Wenn man mit Vornamen Victor-Hugo heißt und dazu noch eine ganze Menge Talent besitzt, ist man in Frankreich geradezu prädestiniert, erfolgreich zu sein. Das hat auch Victor-Hugo Montaño längst begriffen. Nach sechs Jahren Erfahrung im französischen Fussball ist es dem 26-jährigen Angreifer aus Kolumbien gelungen, endlich auch durch Tore und Torvorlagen von sich reden zu machen.

Kurioserweise geht dieser Vorname aber nicht auf den französischen Dichter zurück, sondern auf seinen Onkel! Und er wurde von seinem Vater ausgewählt, der von Beruf Mathematiklehrer und nicht etwa Französischlehrer ist.

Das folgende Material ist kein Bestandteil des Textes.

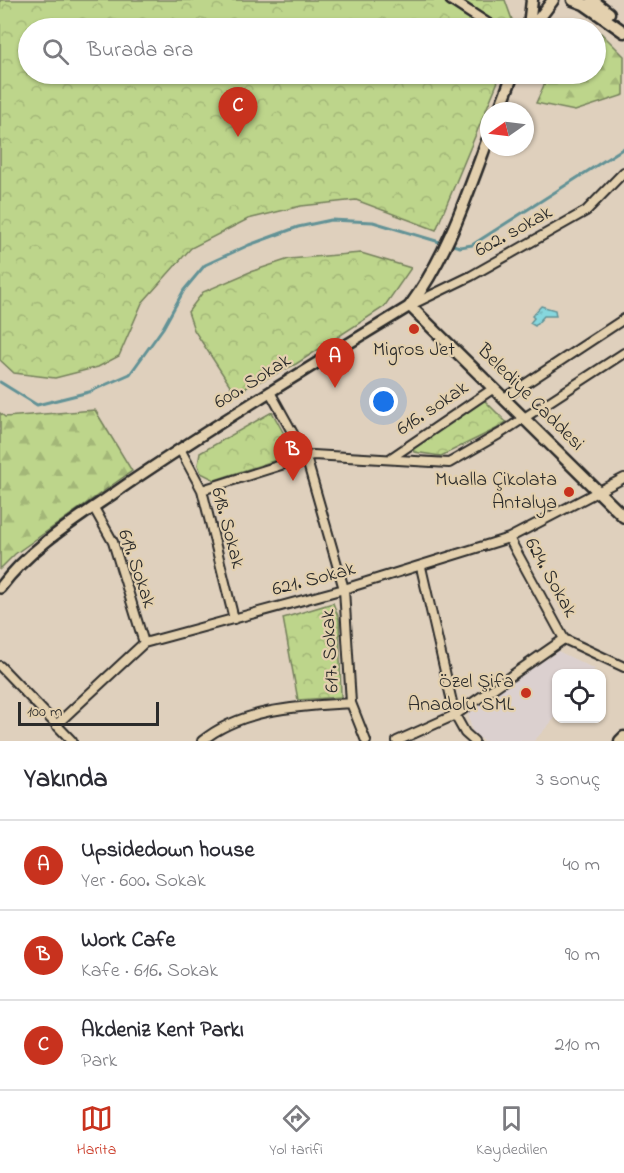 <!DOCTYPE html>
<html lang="tr">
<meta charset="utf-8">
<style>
body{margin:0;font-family:"Indie Flower",sans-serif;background:#f7f7f7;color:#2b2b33}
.controls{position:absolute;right:18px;bottom:18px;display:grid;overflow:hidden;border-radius:12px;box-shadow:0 2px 4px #0004}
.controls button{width:54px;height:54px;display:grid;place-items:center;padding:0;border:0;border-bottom:2px solid #e1e1e2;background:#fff;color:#2b2b33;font:30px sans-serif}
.compass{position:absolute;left:480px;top:102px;width:54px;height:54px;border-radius:50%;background:#fff;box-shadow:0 2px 4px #0004;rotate:256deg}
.scale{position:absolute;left:18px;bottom:15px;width:141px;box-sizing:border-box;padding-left:6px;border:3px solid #2b2b2b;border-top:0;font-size:16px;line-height:21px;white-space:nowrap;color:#2b2b2b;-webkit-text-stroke:4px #e3d0ae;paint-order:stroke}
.you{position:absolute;left:384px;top:402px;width:21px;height:21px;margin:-15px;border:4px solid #fff;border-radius:50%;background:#1a73e8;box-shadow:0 0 0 9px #1a73e833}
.badge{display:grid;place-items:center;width:39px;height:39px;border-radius:50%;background:#c8321e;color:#fff;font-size:20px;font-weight:700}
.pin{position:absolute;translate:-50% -50px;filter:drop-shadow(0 2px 3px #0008)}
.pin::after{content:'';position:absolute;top:32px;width:21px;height:18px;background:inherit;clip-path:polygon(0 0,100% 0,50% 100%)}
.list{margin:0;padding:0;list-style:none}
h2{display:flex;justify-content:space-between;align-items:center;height:78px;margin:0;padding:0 24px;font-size:26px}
h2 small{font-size:20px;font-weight:400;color:#7c7c81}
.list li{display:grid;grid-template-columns:39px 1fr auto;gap:18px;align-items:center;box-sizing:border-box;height:90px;padding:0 24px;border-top:2px solid #e1e1e2}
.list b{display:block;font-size:22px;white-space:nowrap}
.list p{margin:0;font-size:20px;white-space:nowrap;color:#7c7c81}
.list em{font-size:20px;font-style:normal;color:#7c7c81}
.icon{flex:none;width:33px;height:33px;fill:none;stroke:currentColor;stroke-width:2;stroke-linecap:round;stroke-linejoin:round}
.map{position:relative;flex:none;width:624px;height:741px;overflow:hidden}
.search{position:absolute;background:#fff;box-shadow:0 2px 4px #0004;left:18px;right:18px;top:18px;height:66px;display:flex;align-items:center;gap:15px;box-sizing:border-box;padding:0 21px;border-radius:33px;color:#7c7c81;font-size:22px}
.sheet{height:348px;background:#fff}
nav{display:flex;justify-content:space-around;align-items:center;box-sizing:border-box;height:84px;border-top:2px solid #e1e1e2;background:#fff;font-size:16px;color:#7c7c81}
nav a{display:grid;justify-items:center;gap:3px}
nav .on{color:#c8321e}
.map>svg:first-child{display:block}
.built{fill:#dbd0cf}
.forest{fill:url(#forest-firs);stroke:#74805b;stroke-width:1.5}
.park{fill:url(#park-crowns);stroke:#74805b;stroke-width:1.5}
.water{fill:url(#water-ripples);stroke:#629296;stroke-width:1.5}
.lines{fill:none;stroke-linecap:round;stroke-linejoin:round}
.stream{stroke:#629296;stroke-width:3}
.minor-casing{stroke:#2b2b2b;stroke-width:12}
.tertiary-casing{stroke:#2b2b2b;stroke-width:14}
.secondary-casing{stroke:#2b2b2b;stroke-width:15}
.minor{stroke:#e3d0ae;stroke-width:8}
.tertiary{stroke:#e3d0ae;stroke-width:9}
.secondary{stroke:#e3d0ae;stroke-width:10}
.poi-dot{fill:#c8321e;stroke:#e3d0ae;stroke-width:2}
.labels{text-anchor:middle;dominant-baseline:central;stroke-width:4.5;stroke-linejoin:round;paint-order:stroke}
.street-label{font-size:20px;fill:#2b2b2b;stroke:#e3d0ae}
.poi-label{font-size:20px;fill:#2b2b2b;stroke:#e3d0ae;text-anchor:end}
</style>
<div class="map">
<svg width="624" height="741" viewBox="0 0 624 741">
<defs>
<pattern id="forest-firs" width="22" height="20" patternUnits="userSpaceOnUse" patternTransform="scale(1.5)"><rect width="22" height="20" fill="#bdd58b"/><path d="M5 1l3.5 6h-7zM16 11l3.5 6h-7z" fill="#a3b778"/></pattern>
<pattern id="park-crowns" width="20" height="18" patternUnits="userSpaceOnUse" patternTransform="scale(1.5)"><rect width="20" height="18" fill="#bdd58b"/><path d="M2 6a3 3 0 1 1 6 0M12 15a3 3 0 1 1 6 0" fill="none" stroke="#a3b778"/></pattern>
<pattern id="water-ripples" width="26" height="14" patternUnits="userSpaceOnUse" patternTransform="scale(1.5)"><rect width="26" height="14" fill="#86d7de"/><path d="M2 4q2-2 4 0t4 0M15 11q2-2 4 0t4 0" fill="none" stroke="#74b9bf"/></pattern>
</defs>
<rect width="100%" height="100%" fill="#dfd0bd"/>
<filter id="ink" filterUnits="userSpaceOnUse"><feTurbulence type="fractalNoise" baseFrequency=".0167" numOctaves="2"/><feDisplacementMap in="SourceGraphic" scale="12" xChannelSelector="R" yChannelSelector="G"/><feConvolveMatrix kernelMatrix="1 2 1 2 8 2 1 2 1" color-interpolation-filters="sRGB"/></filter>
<g filter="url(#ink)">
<path class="built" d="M558,651L595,669L591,673L556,674V717L534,741H483L472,731L468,712Z"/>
<path class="forest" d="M601,33L624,56V95L575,111L536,103L549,74H596V34Z
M95,410L132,471L15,554L0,569V413L5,417Z"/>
<path class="park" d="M0,0H505L515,28H28V74H501L436,230L356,200L301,206L248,219L191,248L142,303L119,356L98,367L55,378L14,373L0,360Z
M361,253L411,268L384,307L296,364L235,393L194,330L188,312L203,292L250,272L289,259Z
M483,399L506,422L498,428L441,456L414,452L412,448Z
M272,412L295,454L215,480L201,473L198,465L200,453Z
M333,603L339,619L341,697L298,700L283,618Z"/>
<path class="water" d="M541,306L555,310L556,316H544L535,326L530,323L534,318L532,316Z"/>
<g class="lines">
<path class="stream" d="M449,244L460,247L472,245L624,148
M0,382L37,405L89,392L130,374L163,328L184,290L205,265L249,245L298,227L331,220L373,222L443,243"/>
<defs>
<path id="minor" d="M411,305L471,276L586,211L624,172
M270,392L306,457L344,589L351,703L366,741
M504,398L624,319
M180,449L202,490L234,619
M391,458L494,388
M202,490L313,455L449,463L501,433L624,353
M94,508L113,542L144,643
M509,538L564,639L624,667
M421,567L455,715L465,733L474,741
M0,666L72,741
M56,725L144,643L344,589L509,538L624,478
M202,741C242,708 301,706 351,703
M397,741L455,715L564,639"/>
<path id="tertiary" d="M451,0L494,28
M0,588C32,545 82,516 126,485C219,422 315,364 410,306"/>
<path id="secondary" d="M573,0L584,4L624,32
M592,0L609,13
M529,26L532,0
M532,28L553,0
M499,111L513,74
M489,136C467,195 448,254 410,306L624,517
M620,741L624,737"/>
</defs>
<use href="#minor" class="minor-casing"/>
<use href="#tertiary" class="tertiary-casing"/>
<use href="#secondary" class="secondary-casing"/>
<use href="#minor" class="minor"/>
<use href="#tertiary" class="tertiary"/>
<use href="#secondary" class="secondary"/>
</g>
</g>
<g class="poi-dot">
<circle cx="414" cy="329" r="6"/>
<circle cx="569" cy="492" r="6"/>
<circle cx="526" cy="693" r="6"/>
</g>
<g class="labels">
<g class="street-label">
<text transform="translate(514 232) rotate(-29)">602. sokak</text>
<text transform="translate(253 382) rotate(-32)">600. Sokak</text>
<text transform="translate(530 398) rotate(45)">Belediye Caddesi</text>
<text transform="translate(433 409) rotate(-34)">616. sokak</text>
<text transform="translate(227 528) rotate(75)">618. Sokak</text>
<text transform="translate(136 569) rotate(71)">619. Sokak</text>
<text transform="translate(550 578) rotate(61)">624. Sokak</text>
<text transform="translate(314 580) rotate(-15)">621. Sokak</text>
<text transform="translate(331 651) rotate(-93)">617. Sokak</text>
</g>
<g class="poi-label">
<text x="414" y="350" text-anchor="middle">Migros Jet</text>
<text x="557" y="480">Mualla Çikolata<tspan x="557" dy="23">Antalya</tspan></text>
<text x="514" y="682">Özel Şifa<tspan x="514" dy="23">Anadolu SML</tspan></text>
</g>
</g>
</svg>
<div class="controls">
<button><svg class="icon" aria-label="locate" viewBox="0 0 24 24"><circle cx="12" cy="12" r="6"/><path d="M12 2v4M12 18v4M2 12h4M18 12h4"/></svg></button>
</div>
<svg class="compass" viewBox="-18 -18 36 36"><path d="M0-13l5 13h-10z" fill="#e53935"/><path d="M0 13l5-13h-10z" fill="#7c7c81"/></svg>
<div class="scale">100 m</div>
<div class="you"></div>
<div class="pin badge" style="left:335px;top:388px">A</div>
<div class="pin badge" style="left:293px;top:481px">B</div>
<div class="pin badge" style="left:238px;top:137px">C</div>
<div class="search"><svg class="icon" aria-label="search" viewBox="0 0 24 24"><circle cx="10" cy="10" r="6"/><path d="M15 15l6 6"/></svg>Burada ara</div>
</div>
<section class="sheet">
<h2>Yakında<small>3 sonuç</small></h2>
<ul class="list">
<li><span class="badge">A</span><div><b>Upsidedown house</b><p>Yer · 600. Sokak</p></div><em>40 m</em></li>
<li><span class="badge">B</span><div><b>Work Cafe</b><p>Kafe · 616. Sokak</p></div><em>90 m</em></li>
<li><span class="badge">C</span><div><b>Akdeniz Kent Parkı</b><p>Park</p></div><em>210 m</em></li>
</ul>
</section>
<nav>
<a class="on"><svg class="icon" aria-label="map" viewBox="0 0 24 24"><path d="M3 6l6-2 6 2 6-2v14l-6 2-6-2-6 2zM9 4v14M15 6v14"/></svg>Harita</a>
<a><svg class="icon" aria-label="directions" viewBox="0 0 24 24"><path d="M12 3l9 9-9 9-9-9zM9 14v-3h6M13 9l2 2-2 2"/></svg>Yol tarifi</a>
<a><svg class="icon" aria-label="saved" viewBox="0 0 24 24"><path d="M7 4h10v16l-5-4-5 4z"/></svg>Kaydedilen</a>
</nav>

Trotzdem tauchte sein Name bisher nicht im Kader des kolumbianischen Nationaltrainers Hernán Darío Gómez auf. "Ich bin mit unserer Nationalmannschaft und ihrem Trainerstab im Gespräch, und ich weiß, dass man meine Leistungen in Frankreich aufmerksam verfolgt. Ich muss also nicht verzweifeln. Eines Tages wird es soweit sein", versicherte die Nummer 21 von Stade Rennes im Gespräch mit FIFA.com. "Ich hoffe nur, dass ich dann auch in Bestform sein werde und der Mannschaft behilflich sein kann. Im Nationaltrikot zu spielen ist immer ein Traum!" Und sein Wunsch wurde erhört. Hernán Darío Gómez nominierte ihn am Mittwochmorgen für die Spiele gegen Ecuador (26. März) und Chile (29. März).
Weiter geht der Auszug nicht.